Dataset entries
# # #

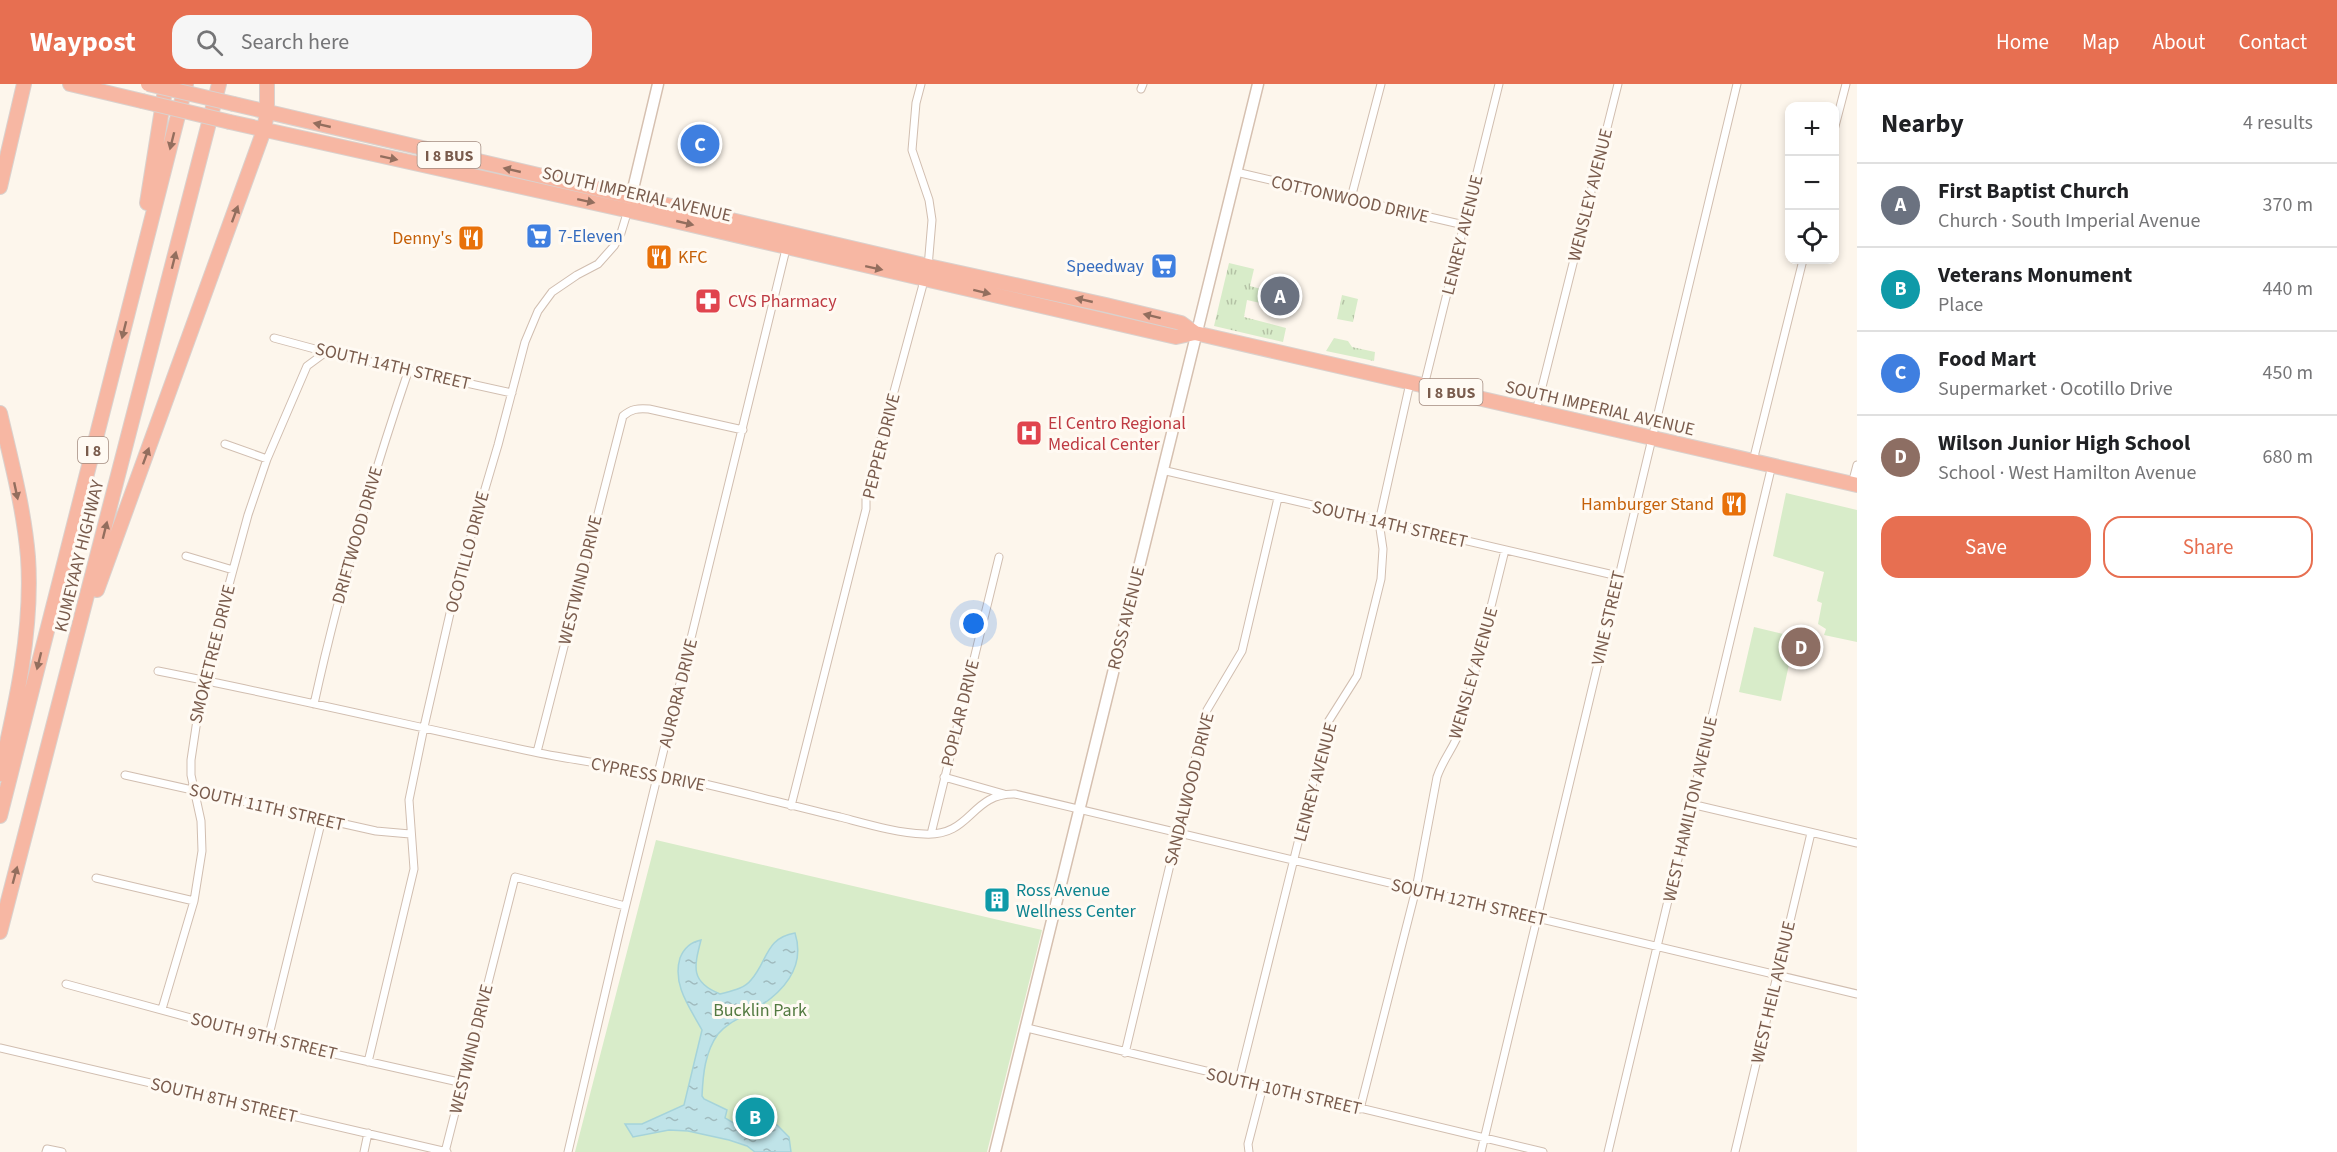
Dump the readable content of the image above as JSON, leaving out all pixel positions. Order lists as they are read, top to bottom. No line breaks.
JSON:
{"streets":{"highway":["I 8 BUS","SOUTH IMPERIAL AVENUE","I 8","KUMEYAAY HIGHWAY"],"street":["WENSLEY AVENUE","COTTONWOOD DRIVE","LENREY AVENUE","SOUTH 14TH STREET","PEPPER DRIVE","DRIFTWOOD DRIVE","OCOTILLO DRIVE","WESTWIND DRIVE","ROSS AVENUE","VINE STREET","SMOKETREE DRIVE","AURORA DRIVE","POPLAR DRIVE","CYPRESS DRIVE","SANDALWOOD DRIVE","SOUTH 11TH STREET","WEST HAMILTON AVENUE","SOUTH 12TH STREET","WEST HEIL AVENUE","SOUTH 9TH STREET","SOUTH 10TH STREET","SOUTH 8TH STREET"]},"crossings":[["SOUTH IMPERIAL AVENUE","WENSLEY AVENUE"],["SOUTH IMPERIAL AVENUE","LENREY AVENUE"],["SOUTH IMPERIAL AVENUE","PEPPER DRIVE"],["SOUTH IMPERIAL AVENUE","OCOTILLO DRIVE"],["SOUTH IMPERIAL AVENUE","ROSS AVENUE"],["SOUTH IMPERIAL AVENUE","VINE STREET"],["SOUTH IMPERIAL AVENUE","AURORA DRIVE"],["SOUTH IMPERIAL AVENUE","WEST HAMILTON AVENUE"],["WENSLEY AVENUE","SOUTH 14TH STREET"],["WENSLEY AVENUE","SOUTH 12TH STREET"],["WENSLEY AVENUE","SOUTH 10TH STREET"],["COTTONWOOD DRIVE","LENREY AVENUE"],["COTTONWOOD DRIVE","ROSS AVENUE"],["LENREY AVENUE","SOUTH 14TH STREET"],["LENREY AVENUE","SOUTH 12TH STREET"],["LENREY AVENUE","SOUTH 10TH STREET"],["SOUTH 14TH STREET","DRIFTWOOD DRIVE"],["SOUTH 14TH STREET","OCOTILLO DRIVE"],["SOUTH 14TH STREET","ROSS AVENUE"],["SOUTH 14TH STREET","VINE STREET"],["SOUTH 14TH STREET","SMOKETREE DRIVE"],["SOUTH 14TH STREET","SANDALWOOD DRIVE"],["PEPPER DRIVE","CYPRESS DRIVE"],["DRIFTWOOD DRIVE","CYPRESS DRIVE"],["OCOTILLO DRIVE","CYPRESS DRIVE"],["OCOTILLO DRIVE","SOUTH 11TH STREET"],["OCOTILLO DRIVE","SOUTH 9TH STREET"],["WESTWIND DRIVE","AURORA DRIVE"],["WESTWIND DRIVE","CYPRESS DRIVE"],["WESTWIND DRIVE","SOUTH 9TH STREET"],["WESTWIND DRIVE","SOUTH 8TH STREET"],["ROSS AVENUE","SOUTH 12TH STREET"],["ROSS AVENUE","SOUTH 10TH STREET"],["VINE STREET","SOUTH 12TH STREET"],["VINE STREET","SOUTH 10TH STREET"],["SMOKETREE DRIVE","CYPRESS DRIVE"],["SMOKETREE DRIVE","SOUTH 11TH STREET"],["SMOKETREE DRIVE","SOUTH 9TH STREET"],["AURORA DRIVE","CYPRESS DRIVE"],["POPLAR DRIVE","CYPRESS DRIVE"],["SANDALWOOD DRIVE","SOUTH 12TH STREET"],["SANDALWOOD DRIVE","SOUTH 10TH STREET"],["WEST HAMILTON AVENUE","SOUTH 12TH STREET"],["SOUTH 12TH STREET","WEST HEIL AVENUE"]],"parks":["Bucklin Park"],"places":{"supermarket":["7-Eleven","Speedway"],"restaurant":["Denny's","KFC","Hamburger Stand"],"pharmacy":["CVS Pharmacy"],"hospital":["El Centro Regional Medical Center"],"building":["Ross Avenue Wellness Center"]},"page":{"header":"Waypost","search":"Search here","nav":["Home","Map","About","Contact"],"heading":["Nearby","4 results"],"map_buttons":["+","−"],"pins":["C","A","D","B"],"list":[{"mark":"A","name":"First Baptist Church","note":"Church · South Imperial Avenue","value":"370 m"},{"mark":"B","name":"Veterans Monument","note":"Place","value":"440 m"},{"mark":"C","name":"Food Mart","note":"Supermarket · Ocotillo Drive","value":"450 m"},{"mark":"D","name":"Wilson Junior High School","note":"School · West Hamilton Avenue","value":"680 m"}],"buttons":["Save","Share"]}}
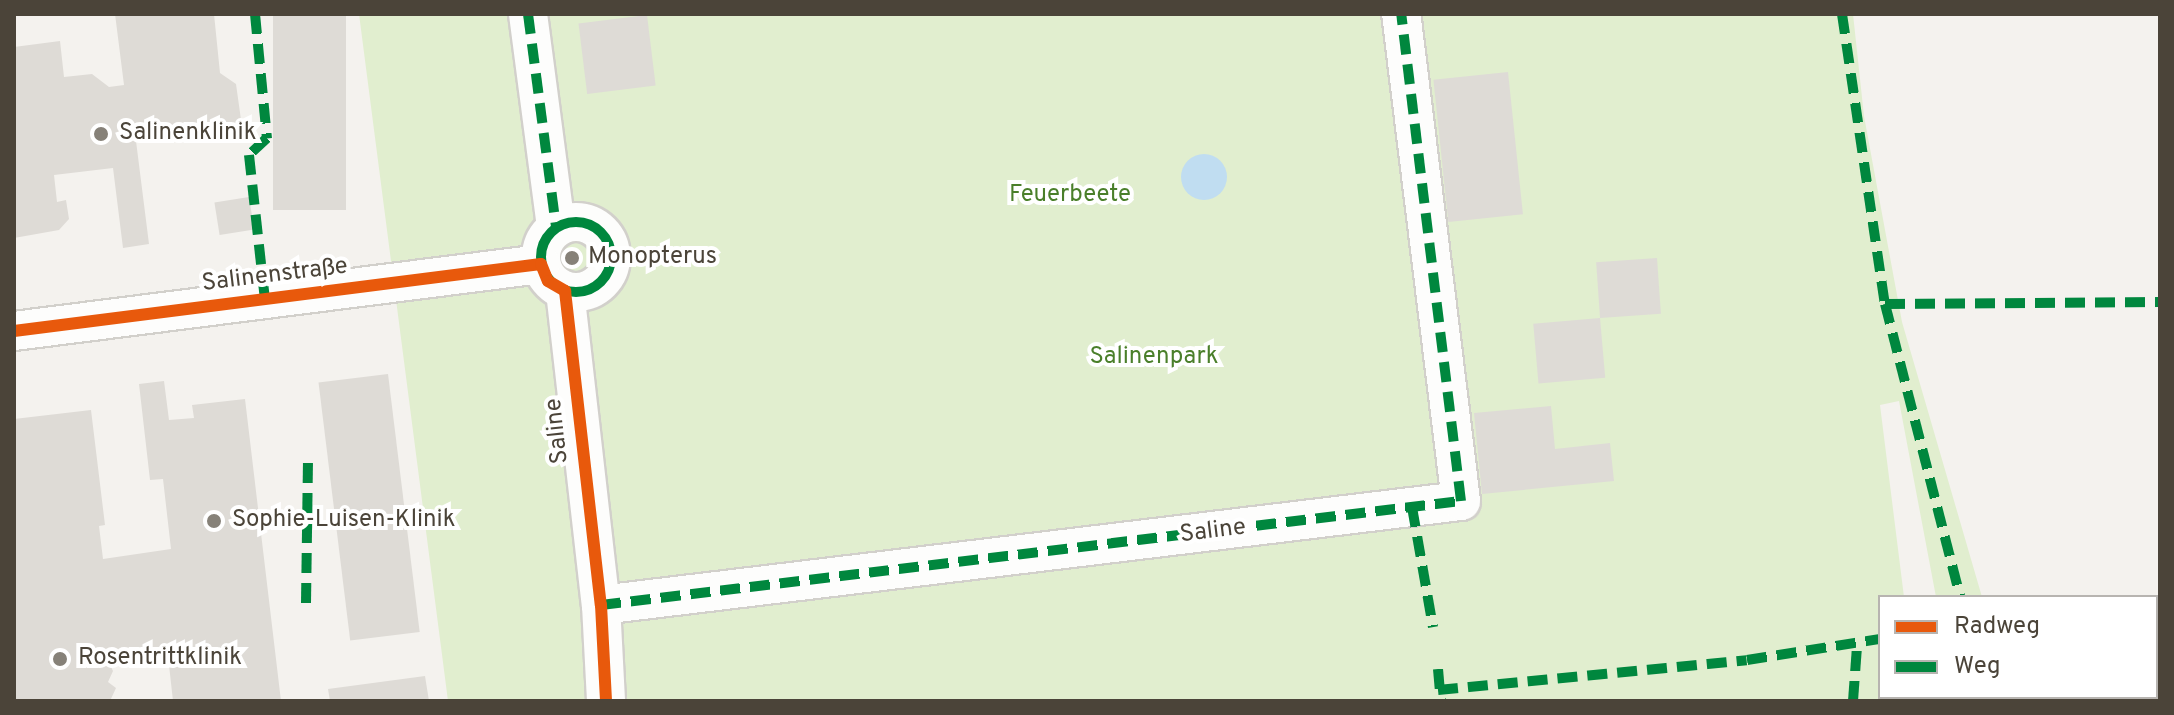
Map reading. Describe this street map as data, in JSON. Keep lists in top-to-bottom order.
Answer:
{
  "streets": {
    "street": ["Salinenstraße", "Saline"]
  },
  "crossings": [
    ["Salinenstraße", "Saline"]
  ],
  "parks": ["Feuerbeete", "Salinenpark"],
  "places": [
    "Salinenklinik",
    "Monopterus",
    "Sophie-Luisen-Klinik",
    "Rosentrittklinik"
  ],
  "legend": ["Radweg", "Weg"]
}
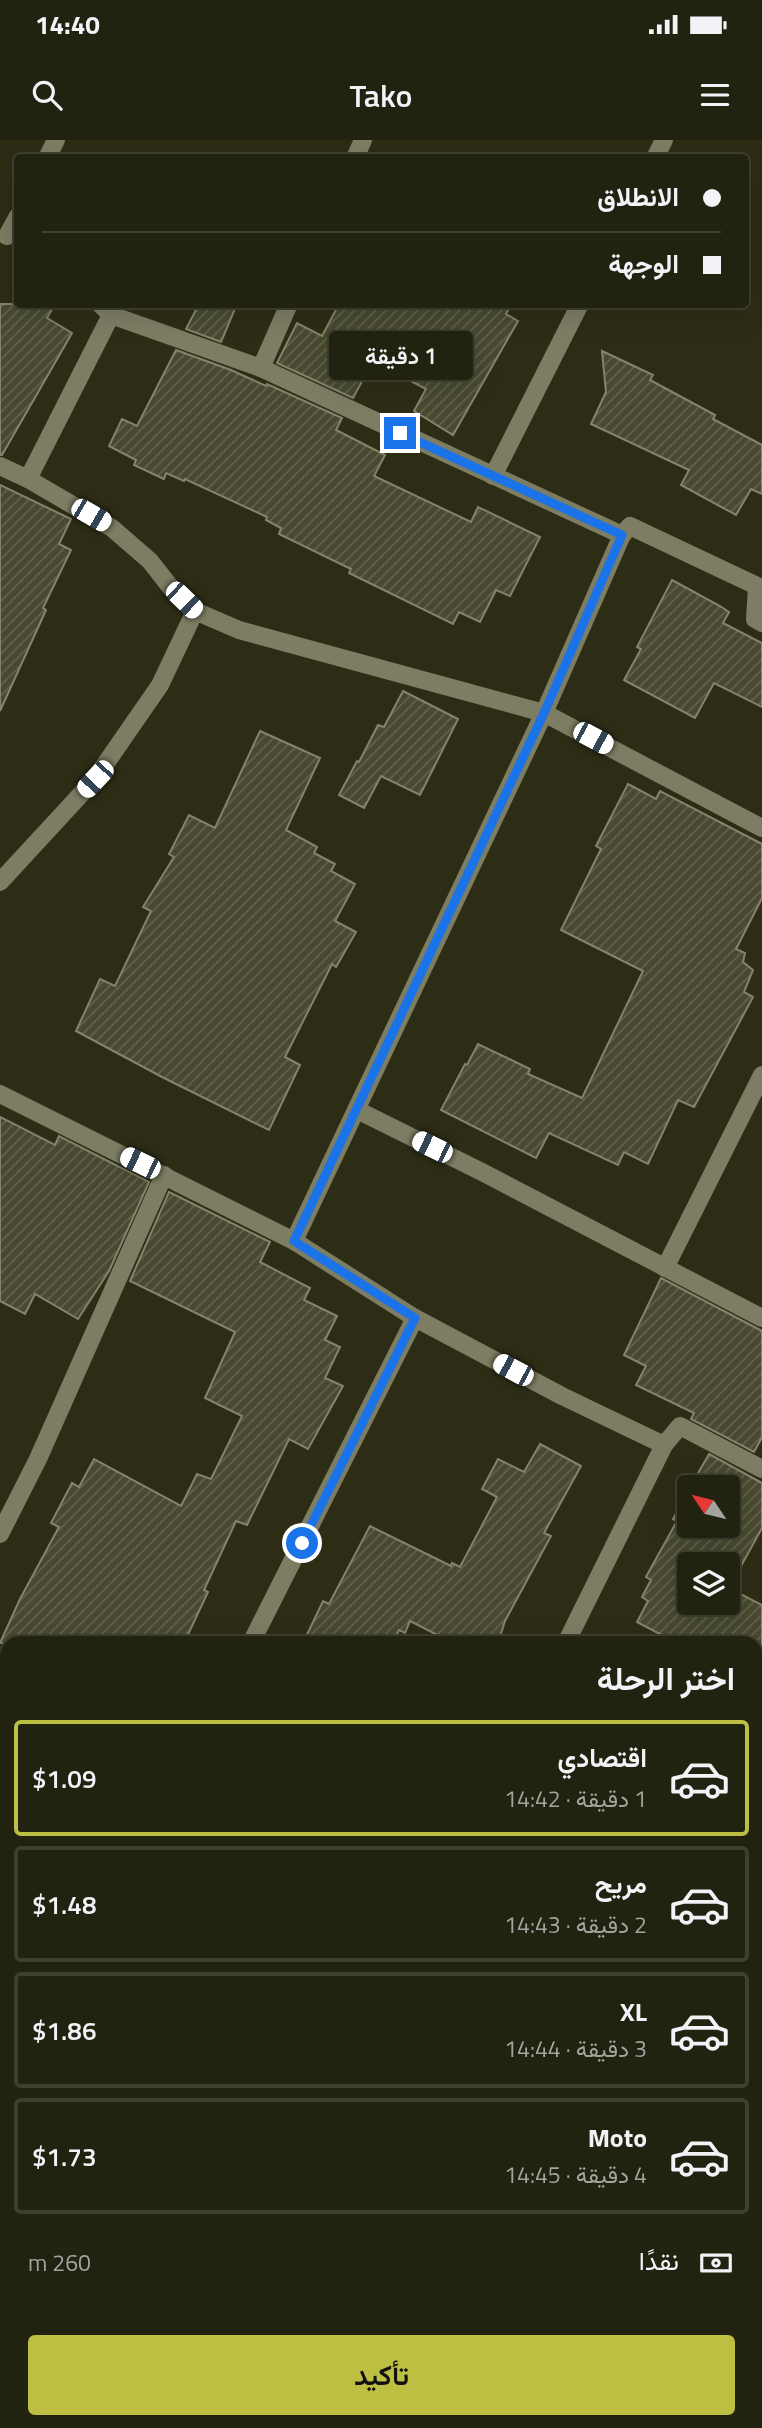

# # #

_TASK:_
A word-for-word copy of the entries above is what is needed, without any images.

_RESPONSE TO THE TASK:_
Dump the readable content of the image above as JSON, leaving out all pixel positions. Order lists as they are read, top to bottom. No line breaks.
JSON:
{"streets":{"highway":["I 8 BUS","SOUTH IMPERIAL AVENUE","I 8","KUMEYAAY HIGHWAY"],"street":["WENSLEY AVENUE","COTTONWOOD DRIVE","LENREY AVENUE","SOUTH 14TH STREET","PEPPER DRIVE","DRIFTWOOD DRIVE","OCOTILLO DRIVE","WESTWIND DRIVE","ROSS AVENUE","VINE STREET","SMOKETREE DRIVE","AURORA DRIVE","POPLAR DRIVE","CYPRESS DRIVE","SANDALWOOD DRIVE","SOUTH 11TH STREET","WEST HAMILTON AVENUE","SOUTH 12TH STREET","WEST HEIL AVENUE","SOUTH 9TH STREET","SOUTH 10TH STREET","SOUTH 8TH STREET"]},"crossings":[["SOUTH IMPERIAL AVENUE","WENSLEY AVENUE"],["SOUTH IMPERIAL AVENUE","LENREY AVENUE"],["SOUTH IMPERIAL AVENUE","PEPPER DRIVE"],["SOUTH IMPERIAL AVENUE","OCOTILLO DRIVE"],["SOUTH IMPERIAL AVENUE","ROSS AVENUE"],["SOUTH IMPERIAL AVENUE","VINE STREET"],["SOUTH IMPERIAL AVENUE","AURORA DRIVE"],["SOUTH IMPERIAL AVENUE","WEST HAMILTON AVENUE"],["WENSLEY AVENUE","SOUTH 14TH STREET"],["WENSLEY AVENUE","SOUTH 12TH STREET"],["WENSLEY AVENUE","SOUTH 10TH STREET"],["COTTONWOOD DRIVE","LENREY AVENUE"],["COTTONWOOD DRIVE","ROSS AVENUE"],["LENREY AVENUE","SOUTH 14TH STREET"],["LENREY AVENUE","SOUTH 12TH STREET"],["LENREY AVENUE","SOUTH 10TH STREET"],["SOUTH 14TH STREET","DRIFTWOOD DRIVE"],["SOUTH 14TH STREET","OCOTILLO DRIVE"],["SOUTH 14TH STREET","ROSS AVENUE"],["SOUTH 14TH STREET","VINE STREET"],["SOUTH 14TH STREET","SMOKETREE DRIVE"],["SOUTH 14TH STREET","SANDALWOOD DRIVE"],["PEPPER DRIVE","CYPRESS DRIVE"],["DRIFTWOOD DRIVE","CYPRESS DRIVE"],["OCOTILLO DRIVE","CYPRESS DRIVE"],["OCOTILLO DRIVE","SOUTH 11TH STREET"],["OCOTILLO DRIVE","SOUTH 9TH STREET"],["WESTWIND DRIVE","AURORA DRIVE"],["WESTWIND DRIVE","CYPRESS DRIVE"],["WESTWIND DRIVE","SOUTH 9TH STREET"],["WESTWIND DRIVE","SOUTH 8TH STREET"],["ROSS AVENUE","SOUTH 12TH STREET"],["ROSS AVENUE","SOUTH 10TH STREET"],["VINE STREET","SOUTH 12TH STREET"],["VINE STREET","SOUTH 10TH STREET"],["SMOKETREE DRIVE","CYPRESS DRIVE"],["SMOKETREE DRIVE","SOUTH 11TH STREET"],["SMOKETREE DRIVE","SOUTH 9TH STREET"],["AURORA DRIVE","CYPRESS DRIVE"],["POPLAR DRIVE","CYPRESS DRIVE"],["SANDALWOOD DRIVE","SOUTH 12TH STREET"],["SANDALWOOD DRIVE","SOUTH 10TH STREET"],["WEST HAMILTON AVENUE","SOUTH 12TH STREET"],["SOUTH 12TH STREET","WEST HEIL AVENUE"]],"parks":["Bucklin Park"],"places":{"supermarket":["7-Eleven","Speedway"],"restaurant":["Denny's","KFC","Hamburger Stand"],"pharmacy":["CVS Pharmacy"],"hospital":["El Centro Regional Medical Center"],"building":["Ross Avenue Wellness Center"]},"page":{"header":"Waypost","search":"Search here","nav":["Home","Map","About","Contact"],"heading":["Nearby","4 results"],"map_buttons":["+","−"],"pins":["C","A","D","B"],"list":[{"mark":"A","name":"First Baptist Church","note":"Church · South Imperial Avenue","value":"370 m"},{"mark":"B","name":"Veterans Monument","note":"Place","value":"440 m"},{"mark":"C","name":"Food Mart","note":"Supermarket · Ocotillo Drive","value":"450 m"},{"mark":"D","name":"Wilson Junior High School","note":"School · West Hamilton Avenue","value":"680 m"}],"buttons":["Save","Share"]}}
Map reading. Describe this street map as data, in JSON. Keep lists in top-to-bottom order.
Answer:
{
  "streets": {
    "street": ["Salinenstraße", "Saline"]
  },
  "crossings": [
    ["Salinenstraße", "Saline"]
  ],
  "parks": ["Feuerbeete", "Salinenpark"],
  "places": [
    "Salinenklinik",
    "Monopterus",
    "Sophie-Luisen-Klinik",
    "Rosentrittklinik"
  ],
  "legend": ["Radweg", "Weg"]
}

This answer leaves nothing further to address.